Measuring and testing – Sampler – sample handling – etc. – With constituent separation
Reexamination Certificate
1999-02-12
2001-05-15
Raevis, Robert (Department: 2856)
Measuring and testing
Sampler, sample handling, etc.
With constituent separation
Reexamination Certificate
active
06230572
ABSTRACT:
BACKGROUND OF THE INVENTION
The present invention relates to devices and systems for analyzing aerosols, and more particularly to instruments used to classify particles or other elements suspended in the aerosols according to their electrical mobility, size or other chosen characteristics.
A variety of devices have been developed for analyzing aerosols, particularly as to the particles or droplets suspended in the gaseous media (usually air) of the aerosols. Among these are differential mobility analyzers and electrical precipitators, which distinguish suspended elements of aerosols based on their electrical mobility. Since electrical mobility is inversely related to the size of the particle or other element, the DMA and precipitator effectively distinguish suspended elements according to size.
Other devices distinguish among particles based on particle mass and shape, scattered light, or diffusion, rather than electrical mobility. These include impactors, cyclones, horizontal elutriators and centrifugal separators.
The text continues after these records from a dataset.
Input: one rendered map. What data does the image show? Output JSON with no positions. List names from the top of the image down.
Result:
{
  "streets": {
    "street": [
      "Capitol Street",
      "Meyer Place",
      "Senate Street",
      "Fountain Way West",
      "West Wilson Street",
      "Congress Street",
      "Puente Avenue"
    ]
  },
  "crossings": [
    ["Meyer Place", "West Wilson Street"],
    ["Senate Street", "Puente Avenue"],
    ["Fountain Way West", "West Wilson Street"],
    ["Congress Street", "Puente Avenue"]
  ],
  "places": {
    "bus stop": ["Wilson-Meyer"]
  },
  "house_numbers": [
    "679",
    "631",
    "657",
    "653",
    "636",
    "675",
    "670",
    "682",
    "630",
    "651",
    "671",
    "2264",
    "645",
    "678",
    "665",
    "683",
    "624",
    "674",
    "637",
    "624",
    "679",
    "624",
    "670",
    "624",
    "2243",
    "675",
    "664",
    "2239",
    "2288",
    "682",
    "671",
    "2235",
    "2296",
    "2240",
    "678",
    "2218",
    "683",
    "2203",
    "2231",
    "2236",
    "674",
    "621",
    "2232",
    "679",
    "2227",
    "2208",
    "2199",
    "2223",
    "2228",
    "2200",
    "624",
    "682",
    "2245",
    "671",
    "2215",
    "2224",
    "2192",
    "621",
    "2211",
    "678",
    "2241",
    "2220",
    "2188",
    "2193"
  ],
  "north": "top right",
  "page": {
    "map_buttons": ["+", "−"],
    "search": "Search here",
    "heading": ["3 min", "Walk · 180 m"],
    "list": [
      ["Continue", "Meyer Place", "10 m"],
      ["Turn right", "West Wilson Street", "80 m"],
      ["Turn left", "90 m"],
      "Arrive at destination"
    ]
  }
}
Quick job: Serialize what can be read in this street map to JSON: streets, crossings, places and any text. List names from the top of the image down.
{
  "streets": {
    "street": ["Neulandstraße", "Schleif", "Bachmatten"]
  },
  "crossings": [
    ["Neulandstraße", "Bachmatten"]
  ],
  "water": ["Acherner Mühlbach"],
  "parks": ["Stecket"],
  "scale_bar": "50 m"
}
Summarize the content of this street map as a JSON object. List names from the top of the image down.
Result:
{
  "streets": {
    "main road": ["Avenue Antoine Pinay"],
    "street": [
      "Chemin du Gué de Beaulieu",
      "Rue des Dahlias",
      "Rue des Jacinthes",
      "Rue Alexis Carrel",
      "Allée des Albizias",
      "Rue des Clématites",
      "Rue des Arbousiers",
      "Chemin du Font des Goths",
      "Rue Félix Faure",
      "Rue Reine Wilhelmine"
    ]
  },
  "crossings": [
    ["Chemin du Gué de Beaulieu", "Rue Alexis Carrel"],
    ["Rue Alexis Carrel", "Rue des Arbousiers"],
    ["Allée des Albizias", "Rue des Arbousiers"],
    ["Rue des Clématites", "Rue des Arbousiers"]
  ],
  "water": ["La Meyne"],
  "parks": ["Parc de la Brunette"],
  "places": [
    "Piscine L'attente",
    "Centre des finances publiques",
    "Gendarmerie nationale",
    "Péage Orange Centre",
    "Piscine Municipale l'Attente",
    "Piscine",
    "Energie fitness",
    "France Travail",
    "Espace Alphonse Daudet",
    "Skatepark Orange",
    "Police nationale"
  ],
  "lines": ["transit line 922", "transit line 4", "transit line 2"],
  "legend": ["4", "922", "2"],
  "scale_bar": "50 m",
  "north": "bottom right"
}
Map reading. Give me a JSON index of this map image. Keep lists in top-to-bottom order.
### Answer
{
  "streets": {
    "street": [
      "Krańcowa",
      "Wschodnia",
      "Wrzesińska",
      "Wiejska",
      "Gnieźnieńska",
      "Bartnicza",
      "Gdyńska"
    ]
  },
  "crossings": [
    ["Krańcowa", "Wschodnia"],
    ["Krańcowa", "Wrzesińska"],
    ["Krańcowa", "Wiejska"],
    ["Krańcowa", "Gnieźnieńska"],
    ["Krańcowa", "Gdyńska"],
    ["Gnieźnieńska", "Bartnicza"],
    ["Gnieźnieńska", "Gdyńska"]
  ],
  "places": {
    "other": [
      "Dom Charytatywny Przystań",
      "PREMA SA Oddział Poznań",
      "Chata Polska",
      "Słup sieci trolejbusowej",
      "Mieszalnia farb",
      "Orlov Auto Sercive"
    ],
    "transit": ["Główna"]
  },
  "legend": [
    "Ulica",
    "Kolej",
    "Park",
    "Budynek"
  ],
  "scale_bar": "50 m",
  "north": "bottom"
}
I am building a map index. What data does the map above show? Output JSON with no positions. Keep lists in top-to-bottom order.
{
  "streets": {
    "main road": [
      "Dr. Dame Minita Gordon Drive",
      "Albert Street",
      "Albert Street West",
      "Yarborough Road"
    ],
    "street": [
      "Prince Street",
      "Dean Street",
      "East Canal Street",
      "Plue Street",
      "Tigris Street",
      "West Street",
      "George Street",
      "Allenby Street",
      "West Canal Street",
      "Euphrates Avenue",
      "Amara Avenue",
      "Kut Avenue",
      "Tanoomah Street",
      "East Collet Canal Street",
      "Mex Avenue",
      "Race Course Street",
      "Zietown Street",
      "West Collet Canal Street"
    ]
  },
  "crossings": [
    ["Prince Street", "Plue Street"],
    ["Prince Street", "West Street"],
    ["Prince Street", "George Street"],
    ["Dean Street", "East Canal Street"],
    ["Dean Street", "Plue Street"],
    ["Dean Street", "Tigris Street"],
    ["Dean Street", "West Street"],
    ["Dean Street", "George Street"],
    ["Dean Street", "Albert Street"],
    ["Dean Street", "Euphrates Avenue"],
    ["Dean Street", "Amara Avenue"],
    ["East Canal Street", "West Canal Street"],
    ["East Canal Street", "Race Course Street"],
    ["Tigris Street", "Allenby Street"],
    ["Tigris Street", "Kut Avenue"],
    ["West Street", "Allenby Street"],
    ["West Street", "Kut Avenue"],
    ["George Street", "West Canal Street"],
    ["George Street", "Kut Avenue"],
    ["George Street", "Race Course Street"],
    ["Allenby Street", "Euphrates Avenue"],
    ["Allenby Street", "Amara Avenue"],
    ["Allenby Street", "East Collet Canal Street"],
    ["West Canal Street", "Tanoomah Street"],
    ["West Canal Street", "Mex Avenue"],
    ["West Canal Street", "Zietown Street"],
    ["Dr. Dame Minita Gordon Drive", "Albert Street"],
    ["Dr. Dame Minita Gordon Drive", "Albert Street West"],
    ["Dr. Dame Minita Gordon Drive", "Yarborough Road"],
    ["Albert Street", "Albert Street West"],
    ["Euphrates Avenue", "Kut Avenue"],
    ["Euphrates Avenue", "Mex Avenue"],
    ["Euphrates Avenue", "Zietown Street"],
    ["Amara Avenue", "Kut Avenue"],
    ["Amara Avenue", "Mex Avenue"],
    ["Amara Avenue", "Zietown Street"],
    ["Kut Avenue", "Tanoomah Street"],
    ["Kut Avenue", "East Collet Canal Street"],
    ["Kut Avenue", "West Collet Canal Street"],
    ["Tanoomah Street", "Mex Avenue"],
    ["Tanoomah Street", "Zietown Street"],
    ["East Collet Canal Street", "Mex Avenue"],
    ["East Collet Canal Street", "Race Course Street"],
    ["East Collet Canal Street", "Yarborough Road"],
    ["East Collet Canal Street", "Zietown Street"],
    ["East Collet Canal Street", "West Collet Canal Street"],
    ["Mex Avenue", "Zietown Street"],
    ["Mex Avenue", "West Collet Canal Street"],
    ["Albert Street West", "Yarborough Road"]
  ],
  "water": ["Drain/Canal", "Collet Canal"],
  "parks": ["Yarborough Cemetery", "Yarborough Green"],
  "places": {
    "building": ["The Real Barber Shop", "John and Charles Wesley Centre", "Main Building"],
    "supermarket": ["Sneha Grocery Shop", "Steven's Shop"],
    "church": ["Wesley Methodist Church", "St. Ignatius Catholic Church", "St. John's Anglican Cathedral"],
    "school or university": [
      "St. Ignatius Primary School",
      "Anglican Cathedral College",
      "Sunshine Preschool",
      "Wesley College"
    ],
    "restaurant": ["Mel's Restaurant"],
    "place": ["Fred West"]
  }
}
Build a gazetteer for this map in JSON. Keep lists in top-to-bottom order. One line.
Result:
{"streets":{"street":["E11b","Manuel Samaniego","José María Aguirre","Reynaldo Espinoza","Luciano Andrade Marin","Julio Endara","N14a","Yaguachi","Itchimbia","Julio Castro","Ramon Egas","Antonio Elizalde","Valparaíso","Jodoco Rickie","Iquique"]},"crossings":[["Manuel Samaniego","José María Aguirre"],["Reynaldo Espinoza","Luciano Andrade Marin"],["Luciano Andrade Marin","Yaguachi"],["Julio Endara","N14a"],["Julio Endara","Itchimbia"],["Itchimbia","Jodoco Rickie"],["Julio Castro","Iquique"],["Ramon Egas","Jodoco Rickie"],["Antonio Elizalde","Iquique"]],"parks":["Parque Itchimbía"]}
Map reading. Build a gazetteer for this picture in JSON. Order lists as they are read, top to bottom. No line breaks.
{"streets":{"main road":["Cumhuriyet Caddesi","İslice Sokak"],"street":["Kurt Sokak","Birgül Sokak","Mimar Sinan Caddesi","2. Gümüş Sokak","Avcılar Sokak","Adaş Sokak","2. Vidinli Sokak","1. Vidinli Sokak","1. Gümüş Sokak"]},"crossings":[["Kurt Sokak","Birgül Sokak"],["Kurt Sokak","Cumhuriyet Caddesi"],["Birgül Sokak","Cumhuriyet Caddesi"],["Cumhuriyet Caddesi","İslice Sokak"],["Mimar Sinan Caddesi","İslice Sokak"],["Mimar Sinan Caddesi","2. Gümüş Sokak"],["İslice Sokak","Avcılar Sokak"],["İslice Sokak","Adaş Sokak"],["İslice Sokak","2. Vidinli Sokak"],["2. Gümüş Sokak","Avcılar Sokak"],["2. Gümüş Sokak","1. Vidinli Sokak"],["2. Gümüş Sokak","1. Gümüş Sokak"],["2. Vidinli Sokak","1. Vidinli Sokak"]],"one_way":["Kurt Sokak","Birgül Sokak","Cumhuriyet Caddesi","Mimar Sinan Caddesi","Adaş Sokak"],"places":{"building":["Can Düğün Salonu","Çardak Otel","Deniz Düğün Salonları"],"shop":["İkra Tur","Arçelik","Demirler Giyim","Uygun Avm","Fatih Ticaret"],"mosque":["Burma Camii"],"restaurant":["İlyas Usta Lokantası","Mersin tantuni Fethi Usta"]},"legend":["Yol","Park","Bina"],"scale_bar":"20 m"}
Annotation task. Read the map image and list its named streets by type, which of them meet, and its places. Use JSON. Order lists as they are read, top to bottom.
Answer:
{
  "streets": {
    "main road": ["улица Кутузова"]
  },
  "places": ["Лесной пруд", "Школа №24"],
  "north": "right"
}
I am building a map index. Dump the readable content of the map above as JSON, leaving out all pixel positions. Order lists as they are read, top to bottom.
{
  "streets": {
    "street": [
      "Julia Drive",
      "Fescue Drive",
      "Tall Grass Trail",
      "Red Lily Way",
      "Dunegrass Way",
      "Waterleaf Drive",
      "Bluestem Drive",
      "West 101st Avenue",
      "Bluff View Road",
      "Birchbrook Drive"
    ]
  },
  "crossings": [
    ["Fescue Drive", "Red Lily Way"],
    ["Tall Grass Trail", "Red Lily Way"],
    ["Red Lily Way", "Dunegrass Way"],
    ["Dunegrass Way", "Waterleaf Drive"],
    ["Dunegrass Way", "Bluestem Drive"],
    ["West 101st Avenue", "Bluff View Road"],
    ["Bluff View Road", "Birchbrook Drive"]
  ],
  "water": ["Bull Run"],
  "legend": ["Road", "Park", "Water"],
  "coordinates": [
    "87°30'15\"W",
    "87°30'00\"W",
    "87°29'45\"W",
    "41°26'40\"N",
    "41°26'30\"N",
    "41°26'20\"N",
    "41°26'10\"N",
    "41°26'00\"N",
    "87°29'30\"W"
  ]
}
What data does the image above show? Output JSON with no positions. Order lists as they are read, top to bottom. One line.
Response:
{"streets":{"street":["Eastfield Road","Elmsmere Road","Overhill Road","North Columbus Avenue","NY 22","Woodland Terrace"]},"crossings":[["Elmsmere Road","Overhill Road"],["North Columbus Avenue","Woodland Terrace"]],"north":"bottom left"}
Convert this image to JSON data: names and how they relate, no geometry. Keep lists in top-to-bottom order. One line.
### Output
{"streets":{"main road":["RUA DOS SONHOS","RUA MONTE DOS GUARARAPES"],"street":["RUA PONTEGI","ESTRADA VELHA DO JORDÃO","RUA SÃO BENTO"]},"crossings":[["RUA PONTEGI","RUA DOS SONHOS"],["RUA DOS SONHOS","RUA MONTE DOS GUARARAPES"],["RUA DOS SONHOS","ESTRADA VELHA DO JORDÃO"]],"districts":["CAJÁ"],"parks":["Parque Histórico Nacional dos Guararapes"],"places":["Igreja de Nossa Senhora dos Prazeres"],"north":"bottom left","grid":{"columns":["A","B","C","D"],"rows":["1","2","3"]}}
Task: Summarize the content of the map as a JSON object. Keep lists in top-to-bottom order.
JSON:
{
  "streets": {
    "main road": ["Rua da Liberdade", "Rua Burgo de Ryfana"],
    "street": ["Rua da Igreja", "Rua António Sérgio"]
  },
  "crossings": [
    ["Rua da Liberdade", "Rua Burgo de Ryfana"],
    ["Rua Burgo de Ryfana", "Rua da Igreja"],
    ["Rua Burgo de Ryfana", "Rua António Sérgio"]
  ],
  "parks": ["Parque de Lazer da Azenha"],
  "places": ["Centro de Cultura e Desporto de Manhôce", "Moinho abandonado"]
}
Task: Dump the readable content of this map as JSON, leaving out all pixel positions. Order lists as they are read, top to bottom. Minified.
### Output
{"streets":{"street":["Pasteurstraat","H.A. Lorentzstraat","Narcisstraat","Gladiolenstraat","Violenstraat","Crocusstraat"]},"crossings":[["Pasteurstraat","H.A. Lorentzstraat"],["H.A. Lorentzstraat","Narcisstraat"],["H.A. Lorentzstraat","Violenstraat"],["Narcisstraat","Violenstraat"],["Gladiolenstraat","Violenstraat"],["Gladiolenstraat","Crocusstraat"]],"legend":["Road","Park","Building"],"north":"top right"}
Recent technological advances and discoveries have generated a strong interest in analyzing extremely fine particles, i.e. particles with diameters in the nanometer range. Certain “nanophase” materials composed of nanometer particles have been found to possess enhanced mechanical, optical and electrical/magnetic properties desired for advanced engineering applications. Semiconductor fabrication requires the control of nanometer particles. With the feature sizes in state-of-the-art devices at or below 0.35 micrometers, the need for micro contamination control must take into account particles smaller than about 35 nanometers in diameter. In magnetic disk drives, the distance between the aerodynamically supported transducing head and rigid disk is being reduced into the submicron range to allow more dense storage of magnetic data. In analytical chemistry, the study of aerosols to detect macro molecules in the nanometer range is increasingly accepted. Nanometer particles are suspected carcinogens which can penetrate deeply into lungs and are difficult to remove by lung clearing mechanisms. Accordingly, these particles increasingly are the subject of industrial hygiene and epidemiology studies, and the need for nanometer aerosol filtration is receiving increased attention. Photochemical reactions monitored in air pollution studies often begin with nanometer particles. In nucleation and condensation processes, nanometer particles serve as the incipient nuclei. Accordingly, aerosol element sizing instruments are being evaluated for their capacity to distinguish particles and other elements in the nanometer size range.
The differential mobility analyzer, (DMA) has shown the greatest potential for measuring nanometer aerosols. However, at sizes below about 20 nanometers, presently available differential mobility analyzers experience a deterioration in size resolution and detection sensitivity due to particle Brownian motion. More particularly, diffusional losses in the aerosol transport passages reduce detection sensitivity, and a broadening of the transfer function due to diffusion becomes pronounced at sizes below ten nanometers, which reduces resolution.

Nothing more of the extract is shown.